### Assigned task
Do not include the pictures; repeat the rest of the data exactly.

### Record set
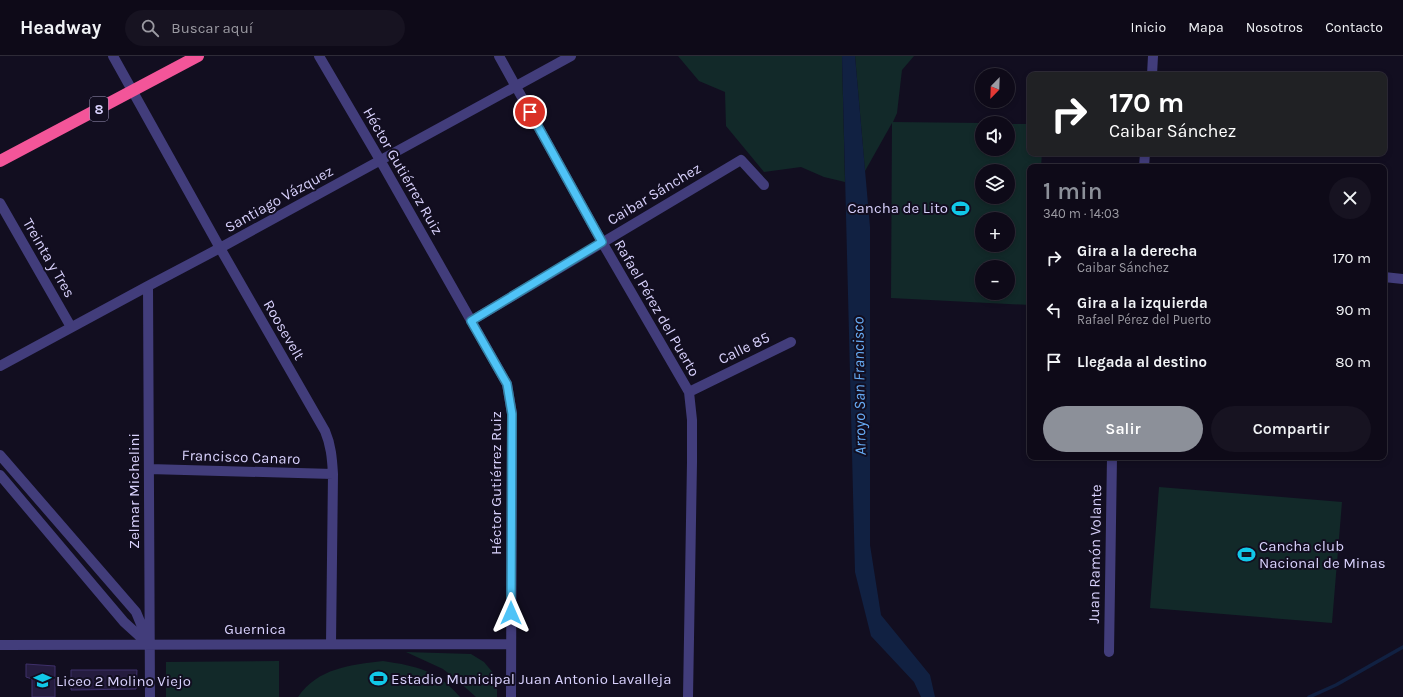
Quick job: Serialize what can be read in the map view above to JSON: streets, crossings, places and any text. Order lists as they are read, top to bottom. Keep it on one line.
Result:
{"streets":{"highway":["8"],"street":["Héctor Gutiérrez Ruiz","Caibar Sánchez","Santiago Vázquez","Treinta y Tres","Rafael Pérez del Puerto","Roosevelt","Calle 85","Francisco Canaro","Zelmar Michelini","Juan Ramón Volante","Guernica"]},"crossings":[["8","Roosevelt"],["Héctor Gutiérrez Ruiz","Caibar Sánchez"],["Héctor Gutiérrez Ruiz","Santiago Vázquez"],["Héctor Gutiérrez Ruiz","Guernica"],["Caibar Sánchez","Rafael Pérez del Puerto"],["Santiago Vázquez","Treinta y Tres"],["Santiago Vázquez","Rafael Pérez del Puerto"],["Santiago Vázquez","Roosevelt"],["Santiago Vázquez","Zelmar Michelini"],["Rafael Pérez del Puerto","Calle 85"],["Roosevelt","Francisco Canaro"],["Roosevelt","Guernica"],["Francisco Canaro","Zelmar Michelini"],["Zelmar Michelini","Guernica"]],"water":["Arroyo San Francisco"],"places":{"sports":["Cancha de Lito","Cancha club Nacional de Minas","Estadio Municipal Juan Antonio Lavalleja"],"school or university":["Liceo 2 Molino Viejo"]},"north":"bottom left","page":{"header":"Headway","search":"Buscar aquí","nav":["Inicio","Mapa","Nosotros","Contacto"],"map_buttons":["+","−"],"turn":["170 m","Caibar Sánchez"],"heading":["1 min","340 m · 14:03"],"list":[{"name":"Gira a la derecha","note":"Caibar Sánchez","value":"170 m"},{"name":"Gira a la izquierda","note":"Rafael Pérez del Puerto","value":"90 m"},{"name":"Llegada al destino","value":"80 m"}],"buttons":["Salir","Compartir"]}}
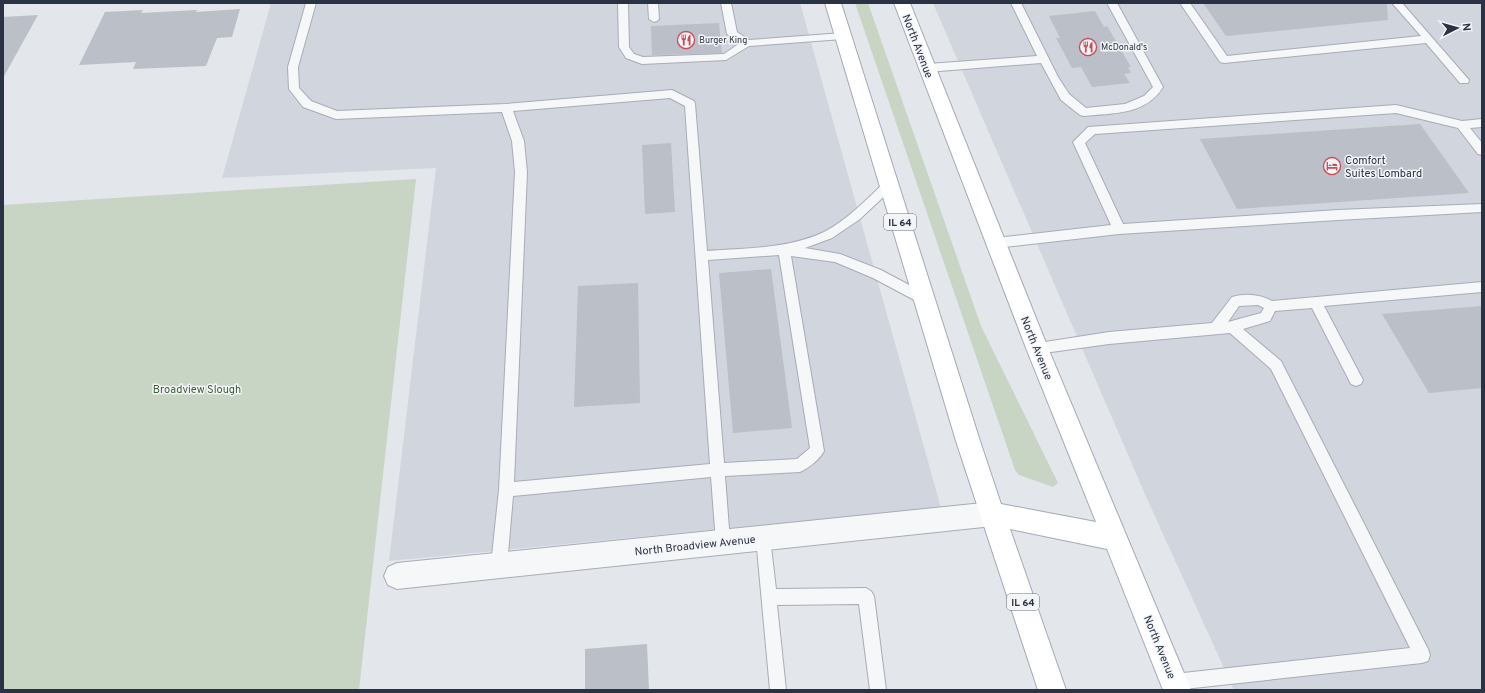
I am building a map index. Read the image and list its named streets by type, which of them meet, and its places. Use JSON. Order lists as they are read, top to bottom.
{
  "streets": {
    "main road": ["North Avenue", "IL 64"],
    "street": ["North Broadview Avenue"]
  },
  "crossings": [
    ["IL 64", "North Broadview Avenue"]
  ],
  "parks": ["Broadview Slough"],
  "places": {
    "restaurant": ["Burger King", "McDonald's"],
    "hotel": ["Comfort Suites Lombard"]
  },
  "north": "right"
}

### Output for this task
Quick job: Serialize what can be read in the map view above to JSON: streets, crossings, places and any text. Order lists as they are read, top to bottom. Keep it on one line.
Result:
{"streets":{"highway":["8"],"street":["Héctor Gutiérrez Ruiz","Caibar Sánchez","Santiago Vázquez","Treinta y Tres","Rafael Pérez del Puerto","Roosevelt","Calle 85","Francisco Canaro","Zelmar Michelini","Juan Ramón Volante","Guernica"]},"crossings":[["8","Roosevelt"],["Héctor Gutiérrez Ruiz","Caibar Sánchez"],["Héctor Gutiérrez Ruiz","Santiago Vázquez"],["Héctor Gutiérrez Ruiz","Guernica"],["Caibar Sánchez","Rafael Pérez del Puerto"],["Santiago Vázquez","Treinta y Tres"],["Santiago Vázquez","Rafael Pérez del Puerto"],["Santiago Vázquez","Roosevelt"],["Santiago Vázquez","Zelmar Michelini"],["Rafael Pérez del Puerto","Calle 85"],["Roosevelt","Francisco Canaro"],["Roosevelt","Guernica"],["Francisco Canaro","Zelmar Michelini"],["Zelmar Michelini","Guernica"]],"water":["Arroyo San Francisco"],"places":{"sports":["Cancha de Lito","Cancha club Nacional de Minas","Estadio Municipal Juan Antonio Lavalleja"],"school or university":["Liceo 2 Molino Viejo"]},"north":"bottom left","page":{"header":"Headway","search":"Buscar aquí","nav":["Inicio","Mapa","Nosotros","Contacto"],"map_buttons":["+","−"],"turn":["170 m","Caibar Sánchez"],"heading":["1 min","340 m · 14:03"],"list":[{"name":"Gira a la derecha","note":"Caibar Sánchez","value":"170 m"},{"name":"Gira a la izquierda","note":"Rafael Pérez del Puerto","value":"90 m"},{"name":"Llegada al destino","value":"80 m"}],"buttons":["Salir","Compartir"]}}
I am building a map index. Read the image and list its named streets by type, which of them meet, and its places. Use JSON. Order lists as they are read, top to bottom.
{
  "streets": {
    "main road": ["North Avenue", "IL 64"],
    "street": ["North Broadview Avenue"]
  },
  "crossings": [
    ["IL 64", "North Broadview Avenue"]
  ],
  "parks": ["Broadview Slough"],
  "places": {
    "restaurant": ["Burger King", "McDonald's"],
    "hotel": ["Comfort Suites Lombard"]
  },
  "north": "right"
}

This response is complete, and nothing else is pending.